Las palabras de Clara seguían resonando en mi cabeza: «¡Una sola carta después de cinco años! ¡Solo una! Mario y yo fuimos a verla a Vermont... ¿Qué estaba haciendo allá?».
La madre de Clara había ido a morir ahí... a esa casa... con mi abuelo... pero... ¿por qué?
«¿Sabes por qué se fue? Se escapó con un hombre».
¿Con quién se había escapado? ¿Con quién? ¡¿Con mi abuelo?!
«Por siempre tuyo, Marcos.» «Me dolió dejar a Marcos...»

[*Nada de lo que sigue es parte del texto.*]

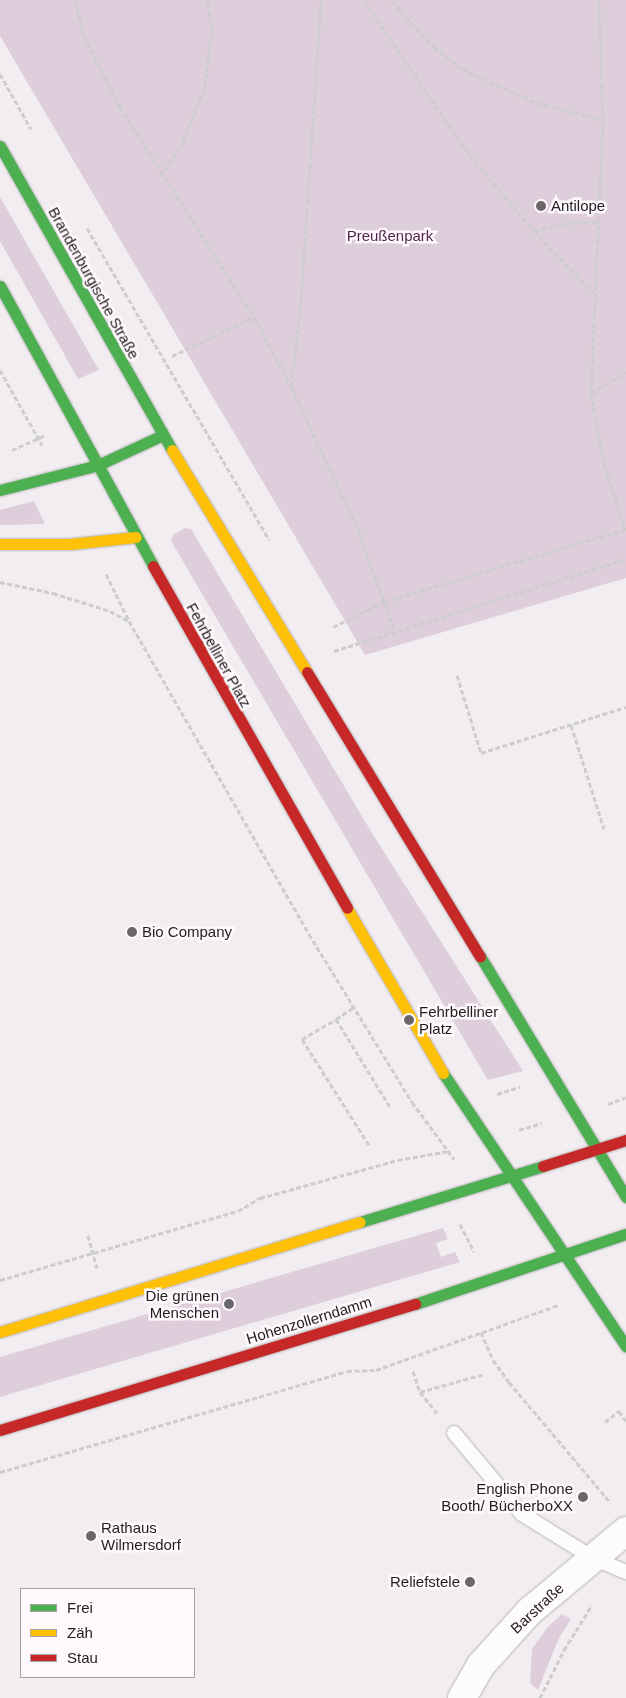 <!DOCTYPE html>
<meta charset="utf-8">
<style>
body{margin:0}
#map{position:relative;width:626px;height:1698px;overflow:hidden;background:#f2edf1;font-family:Helvetica,sans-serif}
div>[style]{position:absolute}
.green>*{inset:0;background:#decedc}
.path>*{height:3px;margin-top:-1.5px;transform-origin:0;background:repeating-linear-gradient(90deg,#cecdce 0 5px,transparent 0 7.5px)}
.roads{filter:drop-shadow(0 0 1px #b7b4b7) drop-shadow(0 0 1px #b7b4b7)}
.lane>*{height:14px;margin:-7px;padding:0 7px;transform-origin:7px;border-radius:7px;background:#fdfcfd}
.street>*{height:28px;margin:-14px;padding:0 14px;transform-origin:14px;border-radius:14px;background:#fdfcfd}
.fast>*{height:11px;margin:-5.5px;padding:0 5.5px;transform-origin:5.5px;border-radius:5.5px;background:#4caf50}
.slow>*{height:11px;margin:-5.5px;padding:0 5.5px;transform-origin:5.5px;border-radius:5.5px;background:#ffc107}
.jam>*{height:11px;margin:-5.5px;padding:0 5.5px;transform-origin:5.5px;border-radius:5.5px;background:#c62828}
.dots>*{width:14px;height:14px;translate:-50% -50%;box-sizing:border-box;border:2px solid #fff9fe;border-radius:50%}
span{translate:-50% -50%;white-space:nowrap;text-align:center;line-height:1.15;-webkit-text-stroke:5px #fff9fe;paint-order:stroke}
.poi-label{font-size:15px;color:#201d20}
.left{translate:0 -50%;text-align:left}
.right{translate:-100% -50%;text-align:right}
.park-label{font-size:15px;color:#53244f}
.street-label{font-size:15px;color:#201d20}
.legend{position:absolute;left:20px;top:1588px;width:175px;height:90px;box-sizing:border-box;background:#fff9fe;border:1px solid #a6a1a5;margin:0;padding:6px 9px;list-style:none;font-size:15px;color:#201d20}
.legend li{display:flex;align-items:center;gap:10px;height:25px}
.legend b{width:25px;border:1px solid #a6a1a5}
</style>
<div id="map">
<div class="green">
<div style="clip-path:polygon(0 0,626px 0,626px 578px,365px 655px,0 36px)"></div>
<div style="clip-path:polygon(0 197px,99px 370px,78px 379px,73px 370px,0 241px)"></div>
<div style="clip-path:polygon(34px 501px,45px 524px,0 525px,0 510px)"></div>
<div style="clip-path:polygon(185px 528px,191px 529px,372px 833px,523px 1071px,488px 1080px,171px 541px,173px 535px)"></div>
<div style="clip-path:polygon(443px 1228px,448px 1239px,436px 1243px,441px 1257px,455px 1252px,460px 1262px,0 1397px,0 1357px)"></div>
<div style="clip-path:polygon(562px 1614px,571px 1619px,559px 1638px,538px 1690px,530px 1683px,532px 1649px,547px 1628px)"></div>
</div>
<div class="path">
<div style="left:75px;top:0;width:37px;rotate:76deg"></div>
<div style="left:84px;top:36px;width:80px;rotate:63.1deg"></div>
<div style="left:120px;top:107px;width:249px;rotate:57.5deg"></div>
<div style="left:254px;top:317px;width:78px;rotate:61.8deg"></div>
<div style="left:291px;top:386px;width:161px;rotate:65deg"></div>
<div style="left:359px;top:532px;width:104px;rotate:70.3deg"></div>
<div style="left:364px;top:0;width:180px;rotate:55.9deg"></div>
<div style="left:465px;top:149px;width:107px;rotate:49.9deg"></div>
<div style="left:534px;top:231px;width:86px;rotate:46.4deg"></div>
<div style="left:391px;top:0;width:64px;rotate:47.5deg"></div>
<div style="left:434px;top:47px;width:36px;rotate:38deg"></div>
<div style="left:462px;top:69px;width:82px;rotate:24.4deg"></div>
<div style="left:537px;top:103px;width:68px;rotate:14.4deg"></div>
<div style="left:599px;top:0;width:120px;rotate:88.1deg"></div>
<div style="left:603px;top:120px;width:273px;rotate:92.5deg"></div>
<div style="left:591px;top:393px;width:71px;rotate:79.5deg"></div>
<div style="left:604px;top:463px;width:69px;rotate:72.3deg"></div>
<div style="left:0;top:74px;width:63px;rotate:60.6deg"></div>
<div style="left:161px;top:176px;width:40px;rotate:-57.1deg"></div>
<div style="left:183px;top:142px;width:60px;rotate:-68.6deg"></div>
<div style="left:205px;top:86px;width:56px;rotate:-82.9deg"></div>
<div style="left:212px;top:30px;width:30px;rotate:-99deg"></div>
<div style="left:87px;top:228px;width:361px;rotate:59.7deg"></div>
<div style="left:534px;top:231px;width:36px;rotate:-13deg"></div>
<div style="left:569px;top:223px;width:31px;rotate:-2deg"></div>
<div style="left:172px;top:356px;width:91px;rotate:-25.4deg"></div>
<div style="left:0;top:370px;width:86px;rotate:60.8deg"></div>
<div style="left:291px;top:386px;width:85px;rotate:-83.2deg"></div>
<div style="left:301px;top:302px;width:303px;rotate:-86.2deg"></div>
<div style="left:592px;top:393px;width:40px;rotate:-32deg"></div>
<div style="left:12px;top:450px;width:36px;rotate:-24deg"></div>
<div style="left:106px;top:574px;width:52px;rotate:63.9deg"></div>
<div style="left:129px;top:621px;width:361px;rotate:60.1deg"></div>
<div style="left:309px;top:934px;width:197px;rotate:58.5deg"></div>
<div style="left:412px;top:1102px;width:71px;rotate:53.6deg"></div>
<div style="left:0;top:582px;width:54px;rotate:11.7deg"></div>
<div style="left:53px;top:593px;width:60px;rotate:17.5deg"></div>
<div style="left:110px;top:611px;width:21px;rotate:29deg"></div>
<div style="left:333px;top:627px;width:57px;rotate:-26.1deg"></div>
<div style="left:384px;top:602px;width:253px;rotate:-16.8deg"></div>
<div style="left:334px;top:651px;width:306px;rotate:-17.5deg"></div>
<div style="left:457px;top:675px;width:82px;rotate:72.9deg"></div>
<div style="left:481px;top:753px;width:152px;rotate:-17.6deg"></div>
<div style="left:571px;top:725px;width:109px;rotate:72.4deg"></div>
<div style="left:336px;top:1019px;width:22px;rotate:-34deg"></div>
<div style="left:497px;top:1094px;width:24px;rotate:-17deg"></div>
<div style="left:608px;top:1104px;width:19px;rotate:-21deg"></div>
<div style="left:519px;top:1130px;width:24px;rotate:-17deg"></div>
<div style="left:369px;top:1145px;width:125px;rotate:-122.3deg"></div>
<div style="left:302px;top:1039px;width:39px;rotate:-30deg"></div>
<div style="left:336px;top:1019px;width:103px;rotate:58.5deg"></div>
<div style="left:460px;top:1224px;width:31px;rotate:63deg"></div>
<div style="left:88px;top:1235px;width:34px;rotate:75deg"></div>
<div style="left:0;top:1280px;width:248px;rotate:-16.2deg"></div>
<div style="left:238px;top:1211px;width:26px;rotate:-31deg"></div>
<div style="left:260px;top:1198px;width:143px;rotate:-15.4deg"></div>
<div style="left:398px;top:1160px;width:51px;rotate:-10.2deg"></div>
<div style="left:481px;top:1332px;width:30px;rotate:67deg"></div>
<div style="left:493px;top:1360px;width:27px;rotate:54deg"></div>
<div style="left:509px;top:1382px;width:158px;rotate:49.9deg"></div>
<div style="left:413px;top:1371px;width:22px;rotate:72deg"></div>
<div style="left:420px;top:1392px;width:66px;rotate:-15.7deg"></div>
<div style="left:420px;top:1392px;width:27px;rotate:51deg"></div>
<div style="left:605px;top:1422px;width:18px;rotate:-38deg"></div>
<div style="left:619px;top:1411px;width:12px;rotate:55deg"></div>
<div style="left:0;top:1472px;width:361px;rotate:-16.2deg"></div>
<div style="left:347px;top:1371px;width:29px;rotate:-2deg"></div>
<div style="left:376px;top:1370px;width:194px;rotate:-19.6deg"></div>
<div style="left:540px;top:1698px;width:54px;rotate:-63.4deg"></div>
<div style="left:564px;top:1650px;width:53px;rotate:-58.1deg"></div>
</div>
<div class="roads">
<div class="lane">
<div style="left:454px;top:1433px;width:106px;rotate:50deg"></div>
<div style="left:522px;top:1514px;width:84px;rotate:31.8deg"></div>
<div style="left:593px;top:1558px;width:36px;rotate:23deg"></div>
</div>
<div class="street">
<div style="left:462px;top:1698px;width:38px;rotate:-60deg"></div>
<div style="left:481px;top:1665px;width:73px;rotate:-47.8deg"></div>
<div style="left:530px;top:1611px;width:125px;rotate:-39.8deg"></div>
</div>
<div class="fast">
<div style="left:0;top:146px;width:349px;rotate:60.5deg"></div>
<div style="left:0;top:286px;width:319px;rotate:61.3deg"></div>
<div style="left:0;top:490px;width:101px;rotate:-14.3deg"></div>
<div style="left:98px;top:465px;width:72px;rotate:-24.8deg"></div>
<div style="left:480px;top:956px;width:282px;rotate:58.8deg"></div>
<div style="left:443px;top:1073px;width:329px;rotate:56.2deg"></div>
<div style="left:360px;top:1222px;width:191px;rotate:-17deg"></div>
<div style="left:415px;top:1304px;width:222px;rotate:-18.4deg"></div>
</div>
<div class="slow">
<div style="left:172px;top:450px;width:260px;rotate:58.7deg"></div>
<div style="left:0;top:544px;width:70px"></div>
<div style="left:70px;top:544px;width:66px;rotate:-6.1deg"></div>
<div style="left:347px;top:908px;width:191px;rotate:59.8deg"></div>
<div style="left:0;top:1332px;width:376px;rotate:-17deg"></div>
</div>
<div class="jam">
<div style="left:153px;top:566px;width:393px;rotate:60.4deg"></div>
<div style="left:307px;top:672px;width:333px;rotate:58.7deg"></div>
<div style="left:543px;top:1166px;width:87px;rotate:-17.4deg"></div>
<div style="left:0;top:1430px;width:434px;rotate:-16.9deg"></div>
</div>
</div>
<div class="dots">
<div style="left:541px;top:206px;background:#6a6669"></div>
<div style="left:132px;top:932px;background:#6a6669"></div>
<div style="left:409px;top:1020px;background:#6a6669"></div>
<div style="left:229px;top:1304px;background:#6a6669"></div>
<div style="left:583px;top:1497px;background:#6a6669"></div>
<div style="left:91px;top:1536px;background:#6a6669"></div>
<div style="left:470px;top:1582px;background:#6a6669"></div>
</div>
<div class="poi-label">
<span class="left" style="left:551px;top:206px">Antilope</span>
<span class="left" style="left:142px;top:932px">Bio Company</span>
<span class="left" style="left:419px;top:1020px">Fehrbelliner<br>Platz</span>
<span class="right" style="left:219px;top:1304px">Die grünen<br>Menschen</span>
<span class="right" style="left:573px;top:1497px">English Phone<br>Booth/ BücherboXX</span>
<span class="left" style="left:101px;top:1536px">Rathaus<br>Wilmersdorf</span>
<span class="right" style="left:460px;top:1582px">Reliefstele</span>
</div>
<div class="park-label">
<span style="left:390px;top:236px">Preußenpark</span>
</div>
<div class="street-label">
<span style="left:94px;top:283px;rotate:61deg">Brandenburgische Straße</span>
<span style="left:219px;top:655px;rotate:61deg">Fehrbelliner Platz</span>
<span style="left:309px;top:1320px;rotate:-17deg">Hohenzollerndamm</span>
<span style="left:537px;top:1608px;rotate:-43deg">Barstraße</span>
</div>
<ul class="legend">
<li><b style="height:6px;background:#4caf50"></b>Frei</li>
<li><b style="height:6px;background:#ffc107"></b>Zäh</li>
<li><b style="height:6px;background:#c62828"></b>Stau</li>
</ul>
</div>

Recordé que mi padre me habló alguna vez de los jardines de mi abuelo, cuando cortejaba a mi madre. Me pregunté si era ella a quien cortejaba en realidad...
Me asaltó la duda sobre si se había ido con mi padre, pero recordé que él ya había muerto cuando eso ocurrió. No, no podía ser. Quise pensar que el que escribió la nota se llamaba igual que él y que yo no recordaba su caligrafía.
«Marcos... Irenne...»
La cabeza me empezó a dar vueltas, incluso sentía ganas de vomitar. ¿Por qué nunca me dijo mi madre que Irenne había vivido con ella? Me mintió... Me dijo que se habían hecho amigas cuando estudiaban juntas. ¿Por qué lo hizo? ¿Por qué mi abuelo le llevaba rosas? ¿Por qué cuidaba de esa habitación? como esperando que volviera... algún día.
Con el estómago aún revuelto tomé la caja. «Esto apenas comienza. Mi madre me oculta algo muy grande.» «¿Por qué, mamá? ¿Por qué?» Descendí la escalera que nunca debí traspasar.